DMITRI LEONTYEV

15 March 1565 † Brittany, north of Gallin

Dmitri Leontyev does not want to be here.

Oh, in the day that it happened, he was happy enough to be there. More than happy: delighted, smug, crafty. But it's not his will that makes him linger in memory now, and so his thoughts are tainted: he does not want to be here. This is anathema to his people: one does not rape the memories of another, and rage boils in him below Belinda's inexorable examination. She has no right, and he'll teach her the lesson of that when he's broken free. A creature vicious enough to tear apart his thoughts and invade old and quiet memories is not one worthy of veneration or of teaching, but should only be ruthlessly destroyed.

Belinda dismisses his rising fury with casual strength, holding him apart from the power that would allow him to fight back.
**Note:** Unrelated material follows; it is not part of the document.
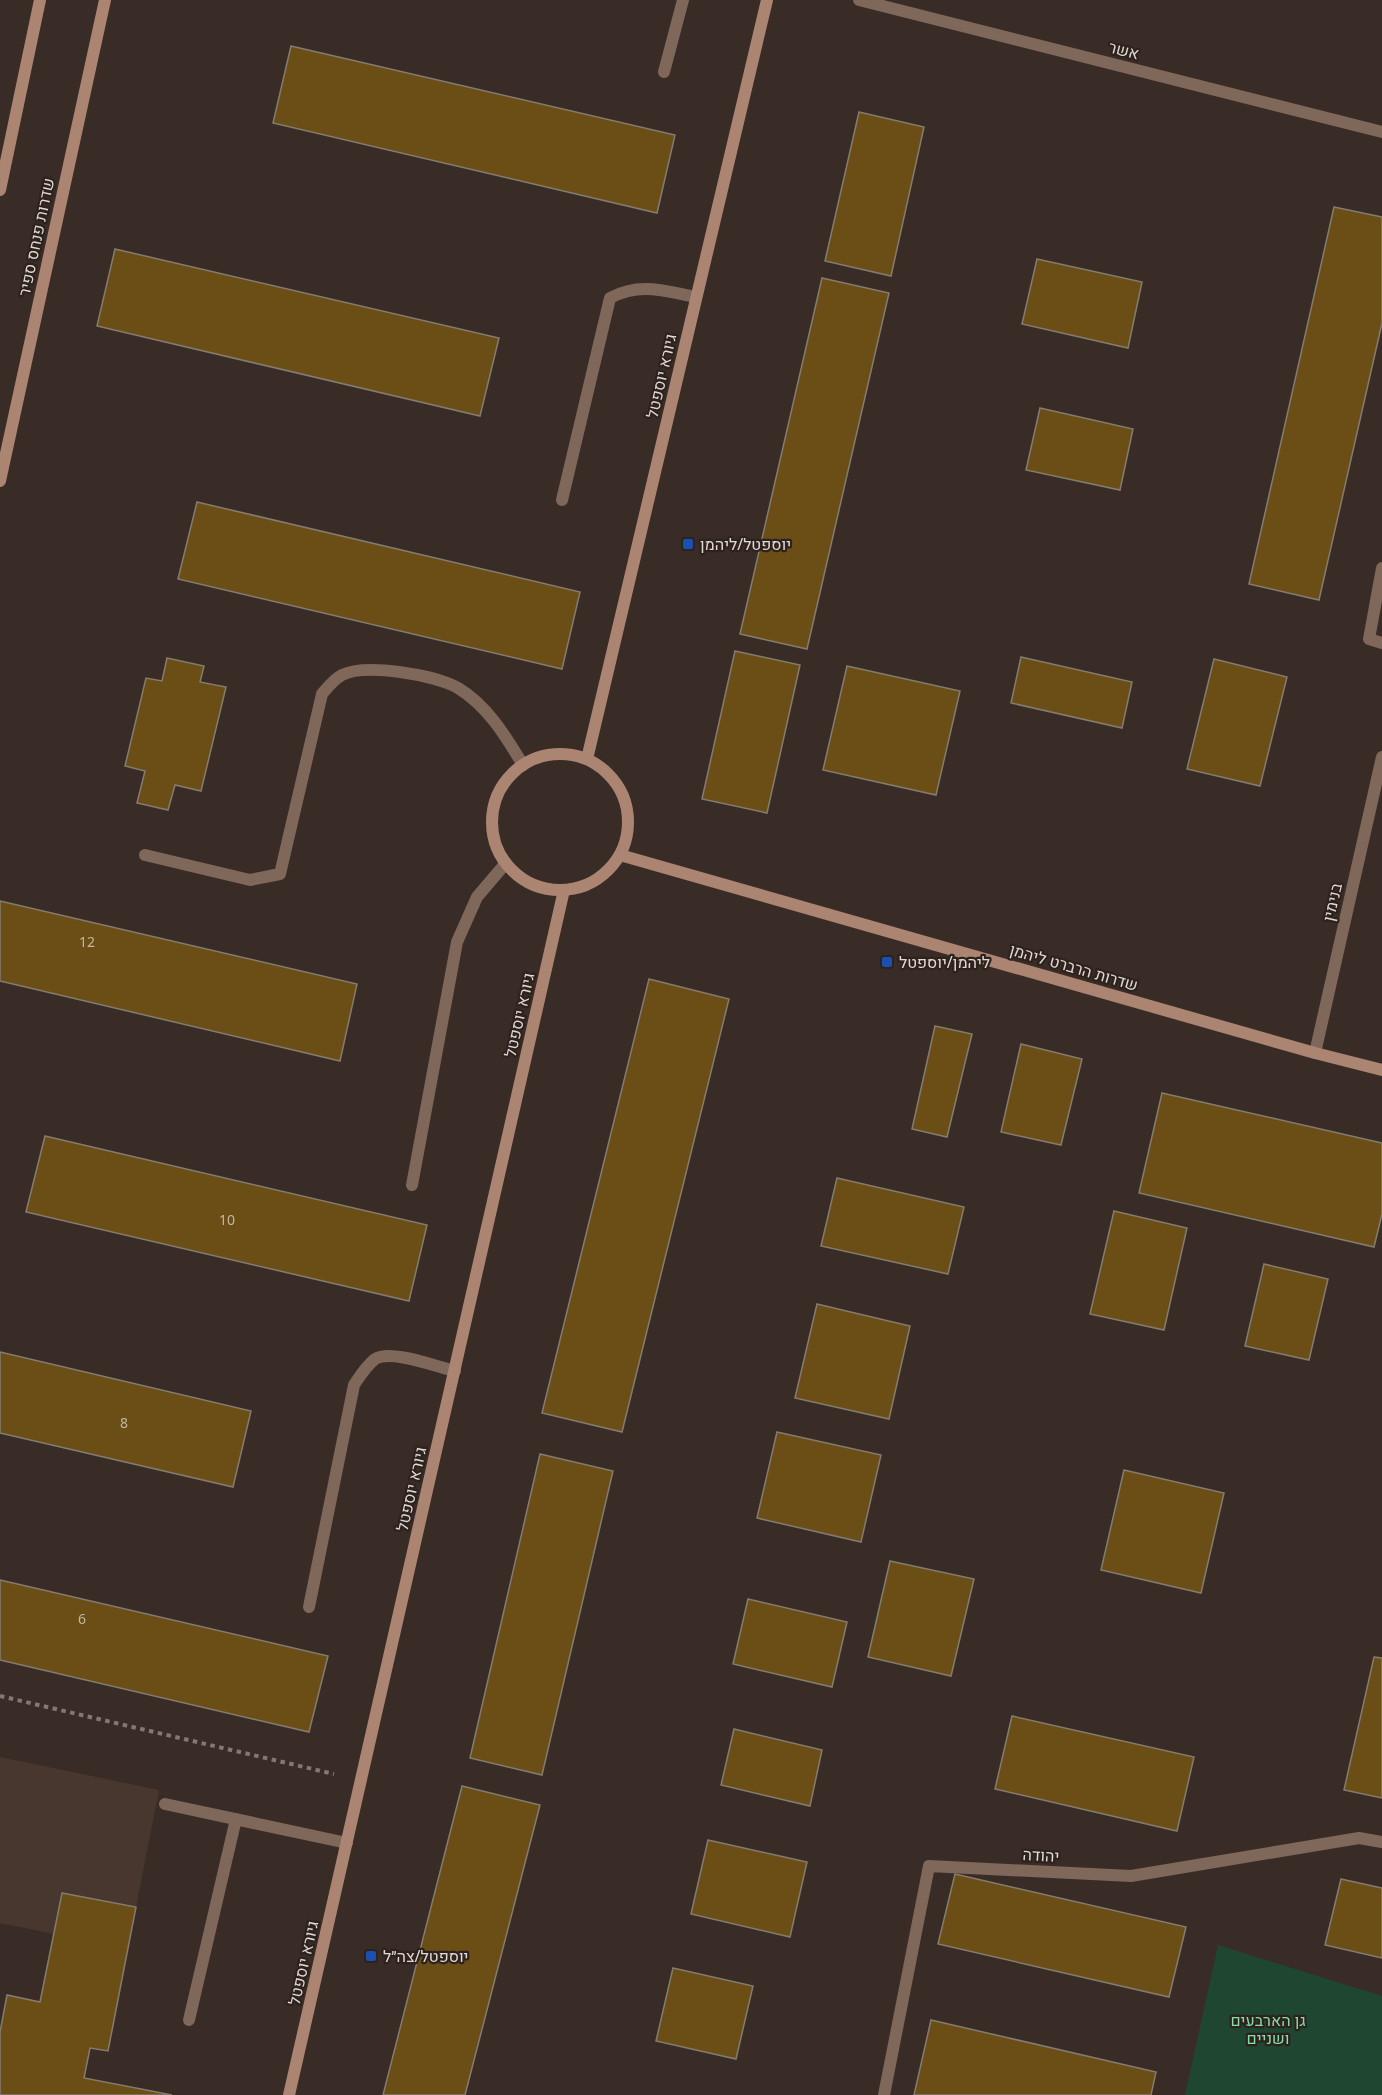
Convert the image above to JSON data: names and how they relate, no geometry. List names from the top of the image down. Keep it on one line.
{"streets":{"street":["אשר","שדרות פנחס ספיר","גיורא יוספטל","בנימין","שדרות הרברט ליהמן","יהודה"]},"crossings":[["גיורא יוספטל","שדרות הרברט ליהמן"],["בנימין","שדרות הרברט ליהמן"]],"parks":["גן הארבעים ושניים"],"places":{"transit":["יוספטל/ליהמן","ליהמן/יוספטל","יוספטל/צה״ל"]},"house_numbers":["12","10","8","6"]}
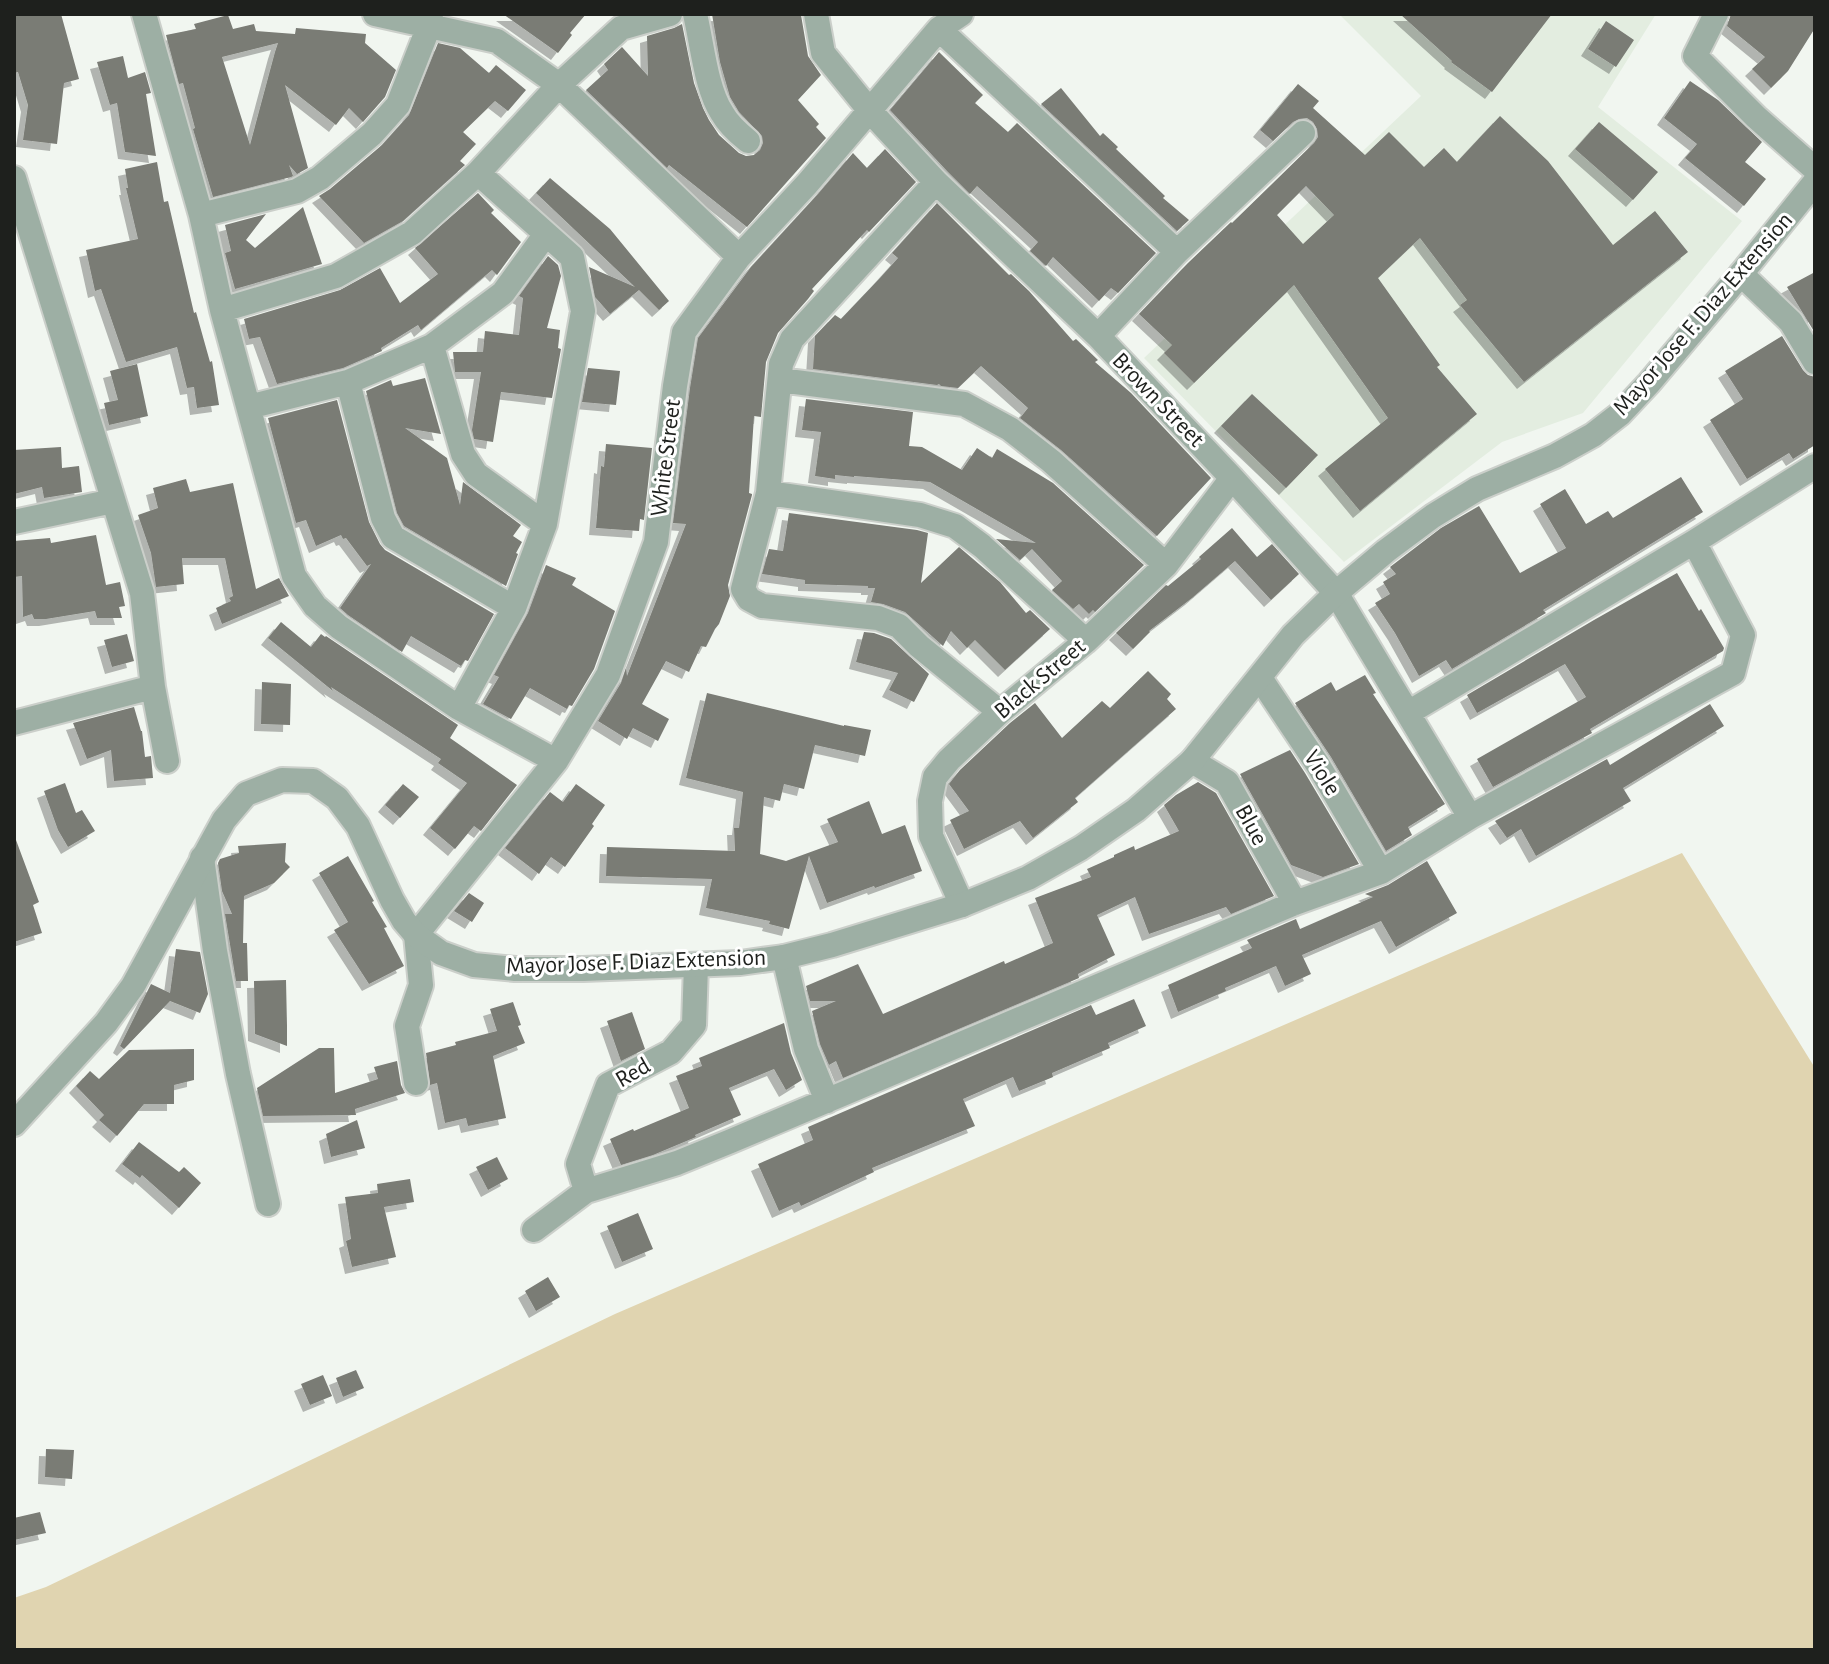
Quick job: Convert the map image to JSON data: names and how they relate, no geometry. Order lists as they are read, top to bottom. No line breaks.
{"streets":{"street":["Mayor Jose F. Diaz Extension","Brown Street","White Street","Black Street","Viole","Blue","Red"]},"crossings":[["Mayor Jose F. Diaz Extension","Brown Street"],["Mayor Jose F. Diaz Extension","White Street"],["Mayor Jose F. Diaz Extension","Black Street"],["Mayor Jose F. Diaz Extension","Viole"],["Mayor Jose F. Diaz Extension","Blue"],["Mayor Jose F. Diaz Extension","Red"],["Brown Street","White Street"],["Brown Street","Black Street"]]}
He acquiesces suddenly: this is not the time or place for challenges. Struggle abated, his thoughts splash down a rarely-travelled path, and Belinda's satisfaction rises with Dmitri's clear and vivid recollection.

He left Lorraine barely an hour after the boy's birth, trusting the Aulunian queen to gather and garb herself appropriately. She's no longer his concern, although the horsemen coming behind him to take his life are. He approves: Lorraine should have sent them. He cannot be suffered to live, not with what he knows. Not with a sullen, hungry baby boy tucked under his cloak in the small hours of a greying morning.

The child should be dead by now, its brains dashed out against a rock somewhere, but if Lorraine wanted the child dead, she ought to have given him to someone else. Not to Dmitri, and not to Robert, either, for he'd no more sacrifice a child of their blood than Dmitri would. Lorraine, of course, doesn't know this, and doesn't need to.

A glade comes up along the path he travels, and Dmitri turns his horse loose to graze a little while as he and the baby wait for the men who are coming to kill them. In a moment of unusual precaution, Dmitri draws a veil around himself, making him hard to see: it will keep them from using arrows, if they're of a mind to do murder from a distance. The baby's muttering might slow and confuse them, but they'll see nothing until Dmitri wants them to.

Dramatics insist he kill them before they kill him, but practicality stays his hand. Lorraine will expect them back with word of his death, and to leave them dead on the roadside gives too much credence to the idea that Dmitri himself is still alive. He has no wish for the Aulunian queen to think he, or the boy, lives, and so when her men come on the glade he merely convinces them that they've done their duty, and left his body to rot in a shallow grave well away from the edge of the path. Even stubborn human minds are easy to deceive, and these two are used to being told what to do without comprehension.

Very shortly thereafter, Dmitri Leontyev mounts his horse again and rides hard for Lutetia, five long days away. There he slips into another queen's night chambers and presents to her a son to replace the one she lost in early pregnancy, as he was bidden to do so many months ago.